Machine learning (ML) has been increasingly utilized in recent years to advance medicine, including cancer treatment [3]. Artificial Intelligence (AI) has found application in various aspects of medicine, ranging from imaging (where it has been evaluated for screening, diagnosis, and prognostication of radiological, pathological, and other medical images) to treatment planning, execution, and follow-up. With radiation oncology in specific, AI has been explored for image segmentation, radiation dose optimization, quality assurance, and clinical decision support [4]. Regarding clinical decision-making, AI has significant potential in facilitating a better understanding of HNSCC and its treatment. A few publications have investigated the feasibility of the implementation of AI on clinical details of HNSCC patients to determine the various outcomes, such as 5-year recurrence rates [5,6,7,8]. Few studies illustrated how ML algorithms aided in predicting nodal metastasis in early oral squamous cell carcinoma using clinical and pathological data [9, 10]. Also, several studies have compared ML models and artificial neural networks to predict locoregional recurrence for HNSCC [11, 12]. These studies represent how ML models could effectively help doctors in clinical decision-making [13, 14].

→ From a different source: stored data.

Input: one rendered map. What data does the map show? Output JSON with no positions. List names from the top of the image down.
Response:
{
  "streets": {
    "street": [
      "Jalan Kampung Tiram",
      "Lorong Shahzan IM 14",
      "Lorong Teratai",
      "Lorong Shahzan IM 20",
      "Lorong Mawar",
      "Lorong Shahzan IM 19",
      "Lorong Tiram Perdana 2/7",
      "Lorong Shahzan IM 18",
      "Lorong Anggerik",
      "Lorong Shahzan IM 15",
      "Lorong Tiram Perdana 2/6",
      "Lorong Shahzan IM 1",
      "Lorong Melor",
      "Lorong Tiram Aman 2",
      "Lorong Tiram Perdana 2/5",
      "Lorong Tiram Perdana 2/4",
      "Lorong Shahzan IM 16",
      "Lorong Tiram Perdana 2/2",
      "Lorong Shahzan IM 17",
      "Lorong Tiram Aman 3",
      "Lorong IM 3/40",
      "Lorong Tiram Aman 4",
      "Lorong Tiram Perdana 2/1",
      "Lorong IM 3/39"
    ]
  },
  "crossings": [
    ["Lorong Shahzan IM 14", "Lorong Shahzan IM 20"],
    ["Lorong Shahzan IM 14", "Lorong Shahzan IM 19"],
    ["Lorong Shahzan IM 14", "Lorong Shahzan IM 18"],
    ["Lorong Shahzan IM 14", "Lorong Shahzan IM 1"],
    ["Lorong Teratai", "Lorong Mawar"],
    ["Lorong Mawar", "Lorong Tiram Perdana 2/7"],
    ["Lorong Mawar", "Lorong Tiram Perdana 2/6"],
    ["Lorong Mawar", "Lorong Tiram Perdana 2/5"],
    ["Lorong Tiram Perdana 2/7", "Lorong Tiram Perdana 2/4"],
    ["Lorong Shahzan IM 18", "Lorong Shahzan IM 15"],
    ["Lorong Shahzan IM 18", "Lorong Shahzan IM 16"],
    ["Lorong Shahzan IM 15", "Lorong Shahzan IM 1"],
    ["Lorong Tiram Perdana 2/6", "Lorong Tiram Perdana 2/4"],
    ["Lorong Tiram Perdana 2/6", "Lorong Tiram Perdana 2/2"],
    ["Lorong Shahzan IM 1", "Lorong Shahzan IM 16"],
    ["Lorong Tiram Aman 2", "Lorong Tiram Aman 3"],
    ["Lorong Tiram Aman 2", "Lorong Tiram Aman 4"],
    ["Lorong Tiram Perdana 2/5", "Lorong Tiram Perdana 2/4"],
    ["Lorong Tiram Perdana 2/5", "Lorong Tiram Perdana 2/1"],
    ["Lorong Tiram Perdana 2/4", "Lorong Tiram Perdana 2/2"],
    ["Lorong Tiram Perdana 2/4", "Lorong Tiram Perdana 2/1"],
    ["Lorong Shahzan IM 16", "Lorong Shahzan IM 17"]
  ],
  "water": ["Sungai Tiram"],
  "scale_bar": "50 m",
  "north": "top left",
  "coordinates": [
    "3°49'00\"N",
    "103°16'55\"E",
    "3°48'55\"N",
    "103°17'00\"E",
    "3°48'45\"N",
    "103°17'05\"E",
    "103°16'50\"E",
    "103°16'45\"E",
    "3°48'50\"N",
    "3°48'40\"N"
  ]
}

Pre-processing steps are essential to make the given dataset suitable for ML algorithms. Studies have shown that techniques such as Ordinal Encoding, Onehotencoding, and Feature Hashing have been used to encode mixed data types, having numeric and categorical variables [15]. The dataset may consist of missing entries that must be dealt with beforehand. Studies have shown that various iterative imputation techniques work well on datasets with a significant amount of missing entries [16]. The dataset may contain more columns than rows. Therefore, it is essential to perform appropriate feature selection techniques. There are studies that describe methods of feature selection such as Principal Component Analysis [17], Independent Component Analysis [18], Filter based methods [19], Wrapper based approaches [19], and Embedded approaches [19]. Since we intended to identify prognostic features contributing the most to classification, and PCA converts the original dataset into its principal components, it was not considered [20, 21]. Studies have also found methods such as genetic algorithms suitable for imbalanced datasets for feature selection [22].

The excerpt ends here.